Isabela Mares (Ph.D., Harvard University, 1999) is Associate Professor of Political Science at Columbia University. Her research and teaching interests include comparative political economy and comparative social policy. She is the author of The Politics of Social Risk: Business and Welfare State Development (Cambridge University Press 2003), which won the Gregory Luebbert Award of the American Political Science Association for the best book in comparative politics. Her book Taxation, Wage Bargaining and Unemployment (Cambridge University Press, 2006) explores the consequences of the growth of the fiscal burden on employment outcomes in advanced industrialized economies. Prior to joining the Columbia Political Science Department in 2006, Professor Mares was Assistant and then Associate Professor of Political Science at Stanford University. While at CSDP, she will focus on a new project on electoral reforms in early 20th century Europe, seeking to develop an account of the variation in the persistence of “imperfections” in voting technology that shaped electoral competition and the electoral disenfranchisement of voters.
Monika Nalepa is Assistant Professor of Political Science at the University of Notre Dame. She was born in Warsaw, Poland and received her PhD at Columbia University’s Political Science Department. She has taught at Rice University, and held a post-doc at the Harvard Academy of International and Area Studies. She recently published "Captured Commitments: An Analytic Narrative of Transitions with Transitional Justice," in World Politics and Skeletons in the Closet: Transitional Justice in Post-Communist Europe with Cambridge University Press. She has also published in the Journal of Conflict Resolution, the Journal of Theoretical Politics, and the Taiwan Journal of Democracy.
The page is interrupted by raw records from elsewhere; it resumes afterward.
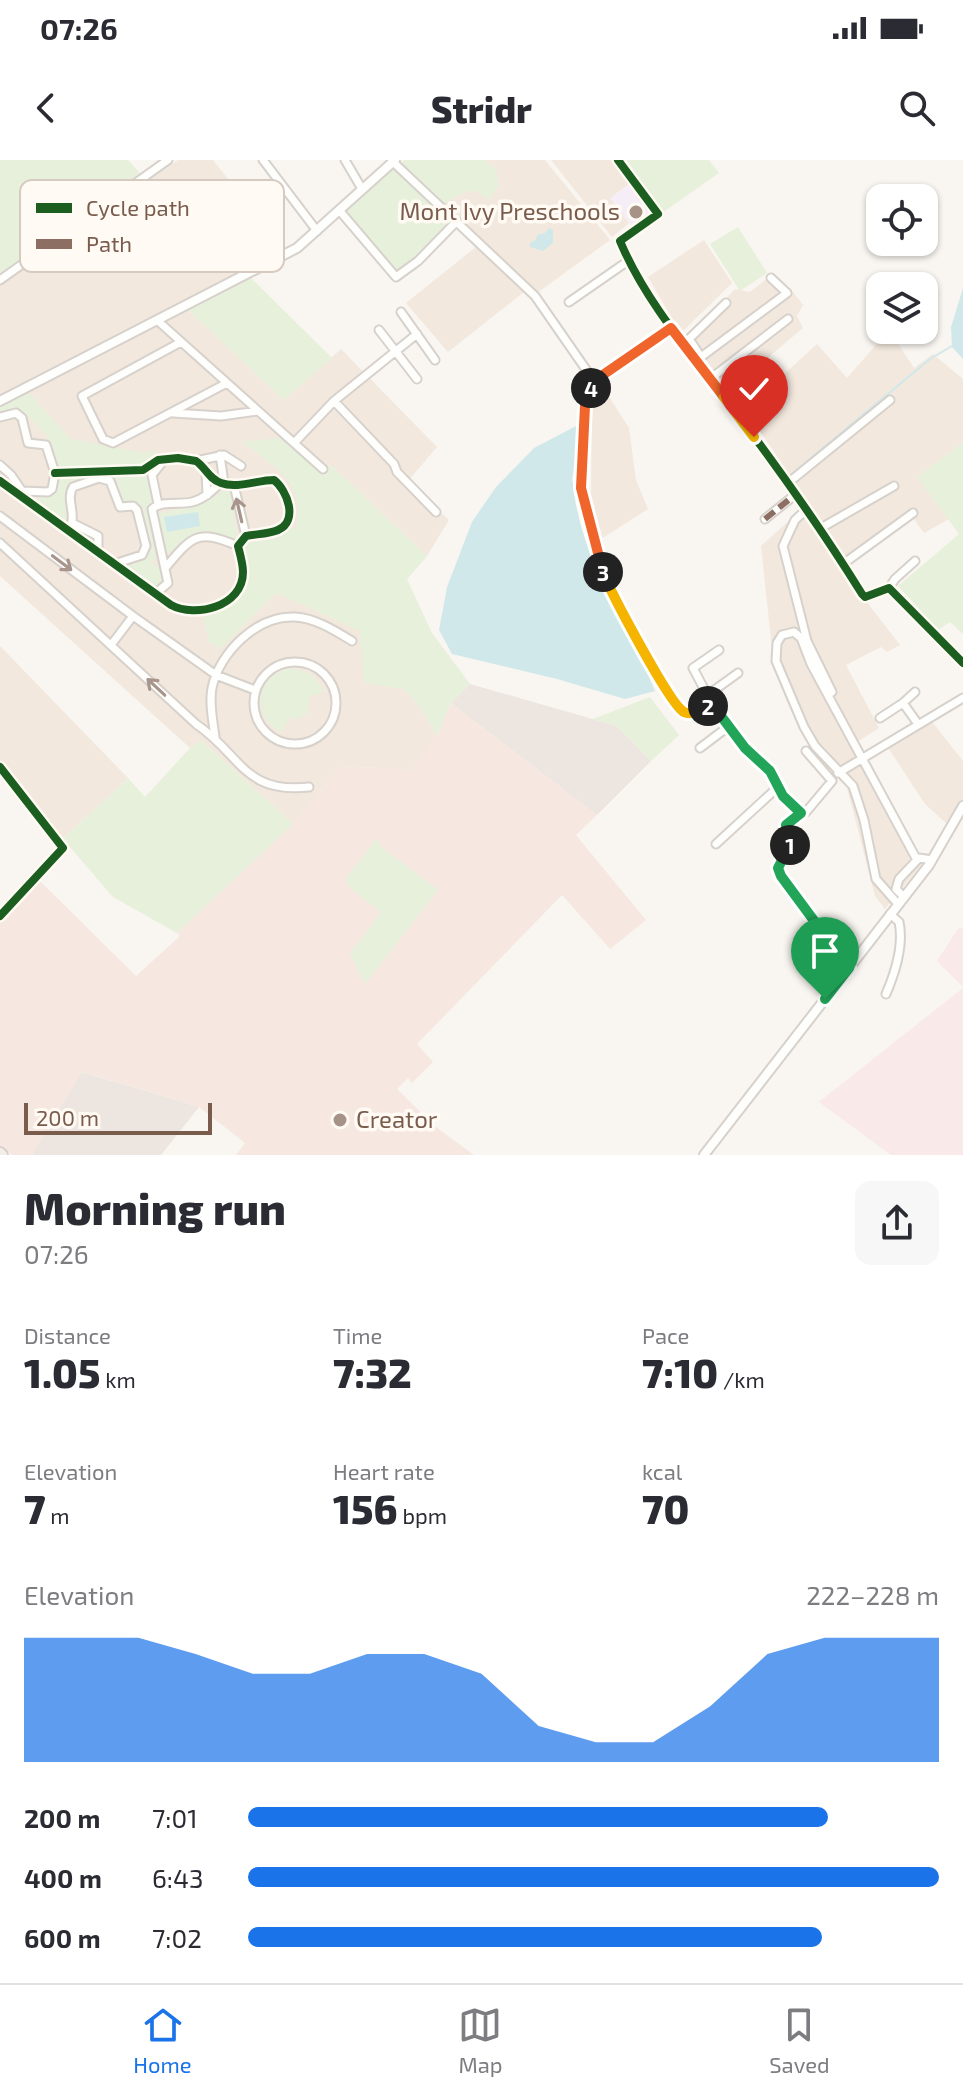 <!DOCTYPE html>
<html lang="en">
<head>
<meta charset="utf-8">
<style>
	body { margin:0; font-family:"Exo 2",sans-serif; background:#f7f7f7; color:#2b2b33; height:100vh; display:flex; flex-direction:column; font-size:30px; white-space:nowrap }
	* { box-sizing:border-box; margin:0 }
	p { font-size:26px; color:#7c7c81 }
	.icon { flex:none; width:44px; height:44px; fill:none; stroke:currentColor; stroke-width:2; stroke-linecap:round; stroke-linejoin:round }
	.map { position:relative; height:995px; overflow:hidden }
	.sheet { display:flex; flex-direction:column; background:#fff; flex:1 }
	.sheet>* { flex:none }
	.controls { position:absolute; left:866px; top:24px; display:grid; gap:16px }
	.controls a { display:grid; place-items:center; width:72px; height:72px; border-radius:16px; background:#fff; box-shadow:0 2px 6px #0004; font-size:40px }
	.scale { position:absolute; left:24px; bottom:20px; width:188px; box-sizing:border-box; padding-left:8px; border:4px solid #7a5c4d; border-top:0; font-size:22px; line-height:28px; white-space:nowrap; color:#7a5c4d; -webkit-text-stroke:6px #fffaf3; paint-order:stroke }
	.pin { position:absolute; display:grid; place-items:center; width:68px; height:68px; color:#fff; margin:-82px -34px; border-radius:50% 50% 50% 0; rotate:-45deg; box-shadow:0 0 8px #0007 }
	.pin .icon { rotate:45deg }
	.km { position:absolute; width:40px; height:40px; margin:-20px; border-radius:50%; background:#222; color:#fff; font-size:22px; line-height:40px; text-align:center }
	.round { display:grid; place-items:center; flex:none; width:84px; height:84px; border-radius:16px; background:#f7f7f7 }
	.summary { display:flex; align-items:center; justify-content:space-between; height:136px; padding:0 24px }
	h1 { font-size:44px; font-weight:800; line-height:60px }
	.stats { display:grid; grid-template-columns:repeat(3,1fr); gap:12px; height:136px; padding:8px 24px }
	.stats div { display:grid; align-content:center }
	.stats b { font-size:40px; font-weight:800 }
	.stats small { font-size:22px; font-weight:400 }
	.stats p { font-size:22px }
	.chart { height:224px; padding:16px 24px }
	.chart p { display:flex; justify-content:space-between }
	.chart svg { width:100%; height:144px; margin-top:8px; fill:#1a73e8; opacity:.7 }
	ul { padding:0 24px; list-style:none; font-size:26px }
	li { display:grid; grid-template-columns:128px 96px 1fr; align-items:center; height:60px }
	li i { height:20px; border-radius:10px; background:#1a73e8 }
	.status { display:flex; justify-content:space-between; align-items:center; height:56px; padding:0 40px; background:#fff; direction:ltr }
	.status svg { height:22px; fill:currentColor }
	header { display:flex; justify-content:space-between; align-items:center; height:104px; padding:0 24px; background:#fff; font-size:36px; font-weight:800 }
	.tabs { display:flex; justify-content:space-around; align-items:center; height:112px; border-top:2px solid #e1e1e2; background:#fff; font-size:22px; color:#7c7c81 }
	.tabs a { display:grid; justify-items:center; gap:4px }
	.tabs .active { color:#1a73e8 }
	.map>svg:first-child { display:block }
	.residential { fill:#f2e8de }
	.commercial { fill:#f6e8e1 }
	.industrial { fill:#ede5e0 }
	.education { fill:#f6eef6 }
	.medical { fill:#fae9e9 }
	.green { fill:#e7f0db }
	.water { fill:#d0e8ea }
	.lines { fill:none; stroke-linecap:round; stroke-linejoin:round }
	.stream { stroke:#d0e8ea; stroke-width:2 }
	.minor-casing { stroke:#d7d1cb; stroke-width:11 }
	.tertiary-casing { stroke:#d7d1cb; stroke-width:12 }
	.primary-casing { stroke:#dad1cc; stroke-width:14 }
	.minor { stroke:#fefefd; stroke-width:7 }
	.tertiary { stroke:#fefefd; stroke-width:8 }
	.primary { stroke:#f3eee8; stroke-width:10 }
	.quiet { stroke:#8d6e63; stroke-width:6; stroke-dasharray:12 6; stroke-linecap:butt }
	.cycleway-casing { stroke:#fffaf3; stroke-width:13 }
	.cycleway { stroke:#1b5e20; stroke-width:8 }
	.oneway { stroke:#a8958b }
	.split-1-casing { stroke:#fff; stroke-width:16 }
	.split-2-casing { stroke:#fff; stroke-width:16 }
	.split-3-casing { stroke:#fff; stroke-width:16 }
	.split-4-casing { stroke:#fff; stroke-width:16 }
	.split-5-casing { stroke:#fff; stroke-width:16 }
	.split-6-casing { stroke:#fff; stroke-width:16 }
	.split-1 { stroke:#22a559; stroke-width:10 }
	.split-2 { stroke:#22a559; stroke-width:10 }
	.split-3 { stroke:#f5b400; stroke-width:10 }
	.split-4 { stroke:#f0652b; stroke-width:10 }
	.split-5 { stroke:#f0652b; stroke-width:10 }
	.split-6 { stroke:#f5b400; stroke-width:10 }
	.poi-dot { fill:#a69286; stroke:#fffaf3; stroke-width:3 }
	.labels { text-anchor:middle; stroke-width:7; stroke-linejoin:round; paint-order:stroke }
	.poi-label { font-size:24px; fill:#7a5c4d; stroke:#fffaf3; text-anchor:end }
	.key { fill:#fffaf3; stroke:#d7cbc1; stroke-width:2 }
	.key-label { font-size:22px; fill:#7a5c4d }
</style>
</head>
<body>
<div class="status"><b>07:26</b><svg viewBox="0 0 49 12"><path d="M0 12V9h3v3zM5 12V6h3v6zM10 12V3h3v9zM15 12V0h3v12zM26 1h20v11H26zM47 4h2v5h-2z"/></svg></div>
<header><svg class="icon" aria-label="back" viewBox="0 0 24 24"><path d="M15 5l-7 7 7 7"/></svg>Stridr<svg class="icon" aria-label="search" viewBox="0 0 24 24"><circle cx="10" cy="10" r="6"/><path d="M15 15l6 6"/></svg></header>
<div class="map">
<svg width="963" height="995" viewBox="0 0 963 995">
	<rect width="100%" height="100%" fill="#f9f5f0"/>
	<path class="residential" d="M178 0H213L282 87 185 141 33 217 0 237V125Z
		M405 0H545L610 80 537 133 399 4Z
		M551 0H611L629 24 611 38 629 63 612 77Z
		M704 80 732 123 681 173 648 117Z
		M477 86 524 132 448 192 406 143Z
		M771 115 793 132 803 145 797 156 803 168 727 232 682 179 698 163 700 165 735 129 750 132Z
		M188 150 284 239 341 189 437 287 408 321 449 360 427 396 361 472 422 550 437 576 412 610 341 606 293 664 202 581 190 588 0 416V244Z
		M889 170 914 208 933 194 963 219V283L918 317 949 359 924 373 908 351 844 398 763 275 742 253 817 184 847 218Z
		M602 226 629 268 636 320 648 349 601 379 591 334 592 236Z
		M802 349 859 440 866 441 900 485 887 492 881 487 846 505 879 568 857 582 922 704 885 749 875 736 846 624 830 613 809 585 800 566 798 555 774 507 761 386Z
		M0 486 128 618 63 679 0 601Z
		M929 558 963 601V639L948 665 925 644 887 586Z"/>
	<path class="commercial" d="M451 543 597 655 576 675 646 760 610 789 562 735 417 884 433 902 412 923 408 918 397 929 436 967 474 995H236L245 983 199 947 83 912 32 995H12L0 986V762L39 720 136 816 180 776 177 773 293 664 341 606 412 610 437 576Z"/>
	<path class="industrial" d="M470 524 617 566 651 601 597 655 451 543Z
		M82 912 199 947 161 995H32Z"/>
	<path class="education" d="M629 24 650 52 631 65 610 38Z"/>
	<path class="medical" d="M963 768V827L937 801 958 769Z
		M963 828V995H891L819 942Z"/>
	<path class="green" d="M0 0H128L140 13 0 113Z
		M405 0H484L496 9 499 27 487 40C473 22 459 35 443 45L399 4Z
		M624 0H709L719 13 662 53Z
		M393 5 452 62 417 98 398 114 344 50Z
		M738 67 767 113 740 131 710 84Z
		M249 116 332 198 284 240 188 150Z
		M26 230 71 279 140 292 158 291 143 308 58 309 52 286 45 281 48 277 23 251 0 252V244Z
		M281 278 321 313 330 306 333 307 427 396 407 419 432 473 470 524 451 543 437 576 422 550 404 529 364 523 360 471 276 433 220 489 209 482 203 457C226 451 248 435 247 409 247 399 243 393 247 384 261 377 279 383 287 367L295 369C306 321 275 308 242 282Z
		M963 283V474L950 462 938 470 898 426 959 374 917 317Z
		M149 314 154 342 146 347 156 399 151 401 156 407 163 406C165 417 166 425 154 429L125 408V403L143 399 149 390 140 348 133 343H122L116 316Z
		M93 317C63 325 63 329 70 358L66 364 38 344V338L54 331 60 318Z
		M223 329 231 333 238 380 235 381C210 365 191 368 171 392L164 391 157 354C181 347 204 350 223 329Z
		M285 509C304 507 316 515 324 531L309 537 308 552 299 559 289 558 281 572C252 557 254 520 285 509Z
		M650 537 679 575 651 601 617 566 593 559Z
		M201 580 293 664 177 773 113 737 63 679 128 618 145 637 190 588Z
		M376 679 380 682 379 685 438 730 365 824 350 794 381 752 350 728 346 719Z"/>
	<path class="water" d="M549 68 553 70V83L543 91 530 87V83L536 80 537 75 545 73Z
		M963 128V199L952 187 951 167Z
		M580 264 572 320 604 427 641 498 655 531 625 539 557 519 452 494 439 470 447 427 472 362 496 327 534 288Z
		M198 352 200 366 167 372 164 357Z"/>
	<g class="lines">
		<path class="stream" d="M794 312 930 199 952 186"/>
		<defs>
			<path id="minor" d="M263 0 317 71
				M345 0 362 29
				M392 1 535 136 594 221
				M339 50 396 117 418 101 457 61
				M0 120 168 0
				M569 142 628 101
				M726 143 689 179 701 197 787 133 771 118
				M401 152 435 200
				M158 161 323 309
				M671 168 594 221C584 241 585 259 583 281 582 299 578 319 581 336 591 395 619 444 647 495 654 508 672 545 684 552 692 557 705 547 712 544L745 588 770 611 783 636 801 653
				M379 170 417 219
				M181 182 82 236 103 279 113 283 227 223
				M710 219 788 159
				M334 241 417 174
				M173 253 221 256 258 251
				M0 257 16 253 22 258 28 283 46 285 55 313 52 329 48 332 22 331 11 315 0 305
				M294 283 334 241 394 304 397 312 436 352
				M220 295 224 323
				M196 301 224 295 241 306
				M206 312 207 335
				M0 321 171 445C195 458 243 447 243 412 243 404 240 394 238 386L246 376C256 374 269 374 278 370 299 361 287 330 274 320 258 320 237 329 221 323 209 319 205 307 196 301L178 298 158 300 143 310 55 313
				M788 323 890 240
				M234 325 246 376
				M158 344 152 315 164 300
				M807 349 795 360 783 386 807 481 832 532
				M0 356 133 456 111 485
				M765 359 796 334
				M72 363 98 376V392
				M821 368 894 326
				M69 369C78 355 65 340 73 327L99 318 110 321 120 347 133 346 137 350 146 386 142 395 114 404
				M0 383 196 564C241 594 243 634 309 627
				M843 404 913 353
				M166 407C193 375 198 369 238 386
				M889 428 895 419 915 401
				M155 434 168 423 152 349C162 340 179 345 192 342 204 339 212 331 220 323
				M133 456 216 515 255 530
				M254 543a41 41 0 1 1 82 0a41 41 0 1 1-82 0Z
				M709 534 738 513
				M903 543 915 532
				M712 544 693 508 719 490
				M880 558 903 543 918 564
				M215 577C213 561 209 543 212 528 219 493 257 455 295 457 315 458 334 470 352 481
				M700 588 729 566
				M806 591 832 621 806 652 801 653 786 665 790 687 780 704 779 712 849 808
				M0 607 63 688 0 756
				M838 613 963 538
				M716 684 778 627
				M904 737 896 729 899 719 919 698 932 700
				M898 744 876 719 864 660 853 626 815 586 804 567 776 501 777 483 782 475 794 472 801 478 811 504 917 700
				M886 834C895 813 904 785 899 762L890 754"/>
			<path id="tertiary" d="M618 0 658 54 620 81C645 141 690 192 729 243 776 305 821 368 862 434L865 437 889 428 963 503
				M0 241 297 88 395 0
				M704 995 929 705 963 646"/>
			<path id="primary" d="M0 993 2 995"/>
		</defs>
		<use href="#minor" class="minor-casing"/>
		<use href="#tertiary" class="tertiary-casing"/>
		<use href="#primary" class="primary-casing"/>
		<use href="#minor" class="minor"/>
		<use href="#tertiary" class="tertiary"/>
		<use href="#primary" class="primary"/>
		<path class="quiet" d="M765 359 796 334"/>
		<defs>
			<path id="cycleway" d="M618 0 658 54 620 81C645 141 690 192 729 243 776 305 821 368 862 434L865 437 889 428 963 503
				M671 168 594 221C584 241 585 259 583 281 582 299 578 319 581 336 591 395 619 444 647 495 654 508 672 545 684 552 692 557 705 547 712 544L745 588 770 611 783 636 801 653
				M0 321 171 445C195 458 243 447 243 412 243 404 240 394 238 386L246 376C256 374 269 374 278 370 299 361 287 330 274 320 258 320 237 329 221 323 209 319 205 307 196 301L178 298 158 300 143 310 55 313
				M0 607 63 688 0 756"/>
		</defs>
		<use href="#cycleway" class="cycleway-casing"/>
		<use href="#cycleway" class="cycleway"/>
	</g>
	<defs><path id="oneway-shaft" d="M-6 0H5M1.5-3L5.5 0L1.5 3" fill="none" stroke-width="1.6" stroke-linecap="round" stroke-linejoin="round" transform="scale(2)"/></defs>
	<g class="oneway">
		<use href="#oneway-shaft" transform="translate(239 350) rotate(-103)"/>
		<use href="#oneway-shaft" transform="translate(62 403) rotate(37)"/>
		<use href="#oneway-shaft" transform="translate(156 527) rotate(-137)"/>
	</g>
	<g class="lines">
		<defs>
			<path id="split-1" d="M790 685 778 708 781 716 849 808 825 839"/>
			<path id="split-2" d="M708 546 712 544 745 588 770 611 783 636 801 653 786 665 790 685"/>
			<path id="split-3" d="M603 412C610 431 670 545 684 552 692 556 701 549 708 546"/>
			<path id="split-4" d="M591 228 585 246 581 328 603 412"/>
			<path id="split-5" d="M591 228 594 221 671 168 724 237"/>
			<path id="split-6" d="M724 237 754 277"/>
		</defs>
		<use href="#split-1" class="split-1-casing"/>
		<use href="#split-2" class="split-2-casing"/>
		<use href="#split-3" class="split-3-casing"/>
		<use href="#split-4" class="split-4-casing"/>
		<use href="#split-5" class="split-5-casing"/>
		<use href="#split-6" class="split-6-casing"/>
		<use href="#split-1" class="split-1"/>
		<use href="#split-2" class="split-2"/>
		<use href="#split-3" class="split-3"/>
		<use href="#split-4" class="split-4"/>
		<use href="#split-5" class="split-5"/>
		<use href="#split-6" class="split-6"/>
	</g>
	<g class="poi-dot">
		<circle cx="636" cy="52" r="8"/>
		<circle cx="340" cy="960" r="8"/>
	</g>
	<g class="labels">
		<g class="poi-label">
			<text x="620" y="60">Mont Ivy Preschools</text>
			<text x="356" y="968" text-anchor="start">Creator</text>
		</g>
	</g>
	<rect x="20" y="20" width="264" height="92" rx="12" class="key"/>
	<rect x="36" y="43" width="36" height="10" fill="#1b5e20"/>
	<rect x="36" y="79" width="36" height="10" fill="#8d6e63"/>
	<g class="key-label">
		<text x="86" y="56">Cycle path</text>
		<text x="86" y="92">Path</text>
	</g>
</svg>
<div class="controls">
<a><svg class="icon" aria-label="locate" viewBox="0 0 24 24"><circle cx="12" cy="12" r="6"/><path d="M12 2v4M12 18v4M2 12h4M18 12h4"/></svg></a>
<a><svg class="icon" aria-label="layers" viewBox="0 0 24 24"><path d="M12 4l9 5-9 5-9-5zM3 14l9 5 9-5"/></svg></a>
</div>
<div class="scale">200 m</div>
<div class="pin" style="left:825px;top:839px;background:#1e9e55"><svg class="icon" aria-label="arrive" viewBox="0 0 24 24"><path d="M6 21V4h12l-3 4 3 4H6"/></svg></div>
<div class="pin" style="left:754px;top:277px;background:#d93025"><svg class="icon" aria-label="check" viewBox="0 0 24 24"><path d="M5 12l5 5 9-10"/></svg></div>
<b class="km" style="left:790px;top:685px">1</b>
<b class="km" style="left:708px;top:546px">2</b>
<b class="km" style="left:603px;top:412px">3</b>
<b class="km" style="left:591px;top:228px">4</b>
</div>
<section class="sheet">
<div class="summary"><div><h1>Morning run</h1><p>07:26</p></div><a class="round"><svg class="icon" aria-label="share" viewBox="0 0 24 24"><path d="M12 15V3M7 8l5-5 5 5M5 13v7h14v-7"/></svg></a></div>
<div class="stats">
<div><p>Distance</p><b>1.05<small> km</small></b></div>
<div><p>Time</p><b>7:32</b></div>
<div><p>Pace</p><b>7:10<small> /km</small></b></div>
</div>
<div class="stats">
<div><p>Elevation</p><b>7<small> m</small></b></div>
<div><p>Heart rate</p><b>156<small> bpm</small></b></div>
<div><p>kcal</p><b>70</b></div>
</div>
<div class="chart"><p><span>Elevation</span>222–228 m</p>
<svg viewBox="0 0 160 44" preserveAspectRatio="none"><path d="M0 44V6L10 6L20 6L30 11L40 17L50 17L60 11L70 11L80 17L90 33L100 38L110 38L120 27L130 11L140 6L150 6L160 6V44z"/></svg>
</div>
<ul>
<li><b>200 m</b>7:01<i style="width:84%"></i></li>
<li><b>400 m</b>6:43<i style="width:100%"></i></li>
<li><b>600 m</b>7:02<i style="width:83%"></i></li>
</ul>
</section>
<nav class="tabs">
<a class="active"><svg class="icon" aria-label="home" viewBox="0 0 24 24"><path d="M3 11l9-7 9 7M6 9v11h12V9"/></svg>Home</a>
<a><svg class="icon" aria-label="map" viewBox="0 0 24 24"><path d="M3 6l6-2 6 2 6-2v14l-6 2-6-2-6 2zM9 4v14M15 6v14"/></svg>Map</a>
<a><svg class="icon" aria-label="saved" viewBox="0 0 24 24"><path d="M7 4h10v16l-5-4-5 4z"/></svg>Saved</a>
</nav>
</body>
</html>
At CSDP she will be using disaggregated voting records to study the transition from a consensus-based to a majoritarian-dominated parliament, using the example of the Polish Sejm.
Jeffrey A. Segal is SUNY Distinguished Professor and chair of the political science department at Stony Brook University. He has also served as Global Research Fellow at the Hauser Global Law School Program at the NYU School of Law and as a Fellow in the Law and Social Sciences Program at Northwestern University. He has a Ph.D. in political science from Michigan State University (1983). He is co-author of seven books, including Majority Rule or Minority Will: Adherence to Precedent on the U.S. Supreme Court (Cambridge 1999, with Harold Spaeth) which won the C. Herman Pritchett Award for best book in law and judicial politics, and The Supreme Court and the Attitudinal Model (Cambridge 1993, also with Harold Spaeth) which won the Wadsworth Award (2005), for book or article, ten years or older, that has had a lasting influence on the field of law and courts. His articles include "Predicting Supreme Court Cases Probabilistically: The Search and Seizure Cases, 1962-1981" (American Political Science Review, 1984), which also won the Wadsworth Award (2002) for lasting influence. His article "The Supreme Court During Crisis" (NYU Law Review, 2005, with Lee Epstein, Daniel Ho, and Gary King) won the McGraw-Hill Award (2006) for best article published by political scientists on law and courts. Segal has served on the Board of the Law and Social Sciences Program at the NSF and as President of the Midwest Political Science Association. While at CSDP, he will be researching the historical responsiveness of the Supreme Court during wars and other crises. This project uses data from all cases involving Civil Rights and Liberties from the Supreme Court’s first decisions in 1793 until today.